BEGIN

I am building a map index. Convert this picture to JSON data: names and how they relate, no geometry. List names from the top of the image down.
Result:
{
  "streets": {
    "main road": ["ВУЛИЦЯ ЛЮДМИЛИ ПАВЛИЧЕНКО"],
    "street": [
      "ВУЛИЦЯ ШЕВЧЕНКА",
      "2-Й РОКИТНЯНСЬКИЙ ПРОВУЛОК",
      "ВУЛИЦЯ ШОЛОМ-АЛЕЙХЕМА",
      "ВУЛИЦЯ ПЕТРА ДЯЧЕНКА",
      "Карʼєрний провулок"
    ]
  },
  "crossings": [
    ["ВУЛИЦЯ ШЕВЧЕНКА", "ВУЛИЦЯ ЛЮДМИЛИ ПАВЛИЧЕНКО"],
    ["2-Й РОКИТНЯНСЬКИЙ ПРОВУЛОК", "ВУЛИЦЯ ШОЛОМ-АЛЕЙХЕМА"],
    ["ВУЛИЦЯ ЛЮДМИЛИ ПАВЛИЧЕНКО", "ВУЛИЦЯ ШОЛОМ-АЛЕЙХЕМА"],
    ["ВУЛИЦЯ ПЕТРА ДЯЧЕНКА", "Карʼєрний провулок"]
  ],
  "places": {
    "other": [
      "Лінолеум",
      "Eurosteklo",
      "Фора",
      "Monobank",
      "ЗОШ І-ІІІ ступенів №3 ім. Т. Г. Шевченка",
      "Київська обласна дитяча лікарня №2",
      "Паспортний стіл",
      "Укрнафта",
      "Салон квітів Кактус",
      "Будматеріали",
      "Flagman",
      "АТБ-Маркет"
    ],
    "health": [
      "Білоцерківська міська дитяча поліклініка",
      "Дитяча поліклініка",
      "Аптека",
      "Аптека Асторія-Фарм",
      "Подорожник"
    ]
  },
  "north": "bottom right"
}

END

• TASK PROMPT
An exact reproduction of all the records is required.

• SOLUTION FOR THIS PROBLEM
I am building a map index. Convert this picture to JSON data: names and how they relate, no geometry. List names from the top of the image down.
Result:
{
  "streets": {
    "main road": ["ВУЛИЦЯ ЛЮДМИЛИ ПАВЛИЧЕНКО"],
    "street": [
      "ВУЛИЦЯ ШЕВЧЕНКА",
      "2-Й РОКИТНЯНСЬКИЙ ПРОВУЛОК",
      "ВУЛИЦЯ ШОЛОМ-АЛЕЙХЕМА",
      "ВУЛИЦЯ ПЕТРА ДЯЧЕНКА",
      "Карʼєрний провулок"
    ]
  },
  "crossings": [
    ["ВУЛИЦЯ ШЕВЧЕНКА", "ВУЛИЦЯ ЛЮДМИЛИ ПАВЛИЧЕНКО"],
    ["2-Й РОКИТНЯНСЬКИЙ ПРОВУЛОК", "ВУЛИЦЯ ШОЛОМ-АЛЕЙХЕМА"],
    ["ВУЛИЦЯ ЛЮДМИЛИ ПАВЛИЧЕНКО", "ВУЛИЦЯ ШОЛОМ-АЛЕЙХЕМА"],
    ["ВУЛИЦЯ ПЕТРА ДЯЧЕНКА", "Карʼєрний провулок"]
  ],
  "places": {
    "other": [
      "Лінолеум",
      "Eurosteklo",
      "Фора",
      "Monobank",
      "ЗОШ І-ІІІ ступенів №3 ім. Т. Г. Шевченка",
      "Київська обласна дитяча лікарня №2",
      "Паспортний стіл",
      "Укрнафта",
      "Салон квітів Кактус",
      "Будматеріали",
      "Flagman",
      "АТБ-Маркет"
    ],
    "health": [
      "Білоцерківська міська дитяча поліклініка",
      "Дитяча поліклініка",
      "Аптека",
      "Аптека Асторія-Фарм",
      "Подорожник"
    ]
  },
  "north": "bottom right"
}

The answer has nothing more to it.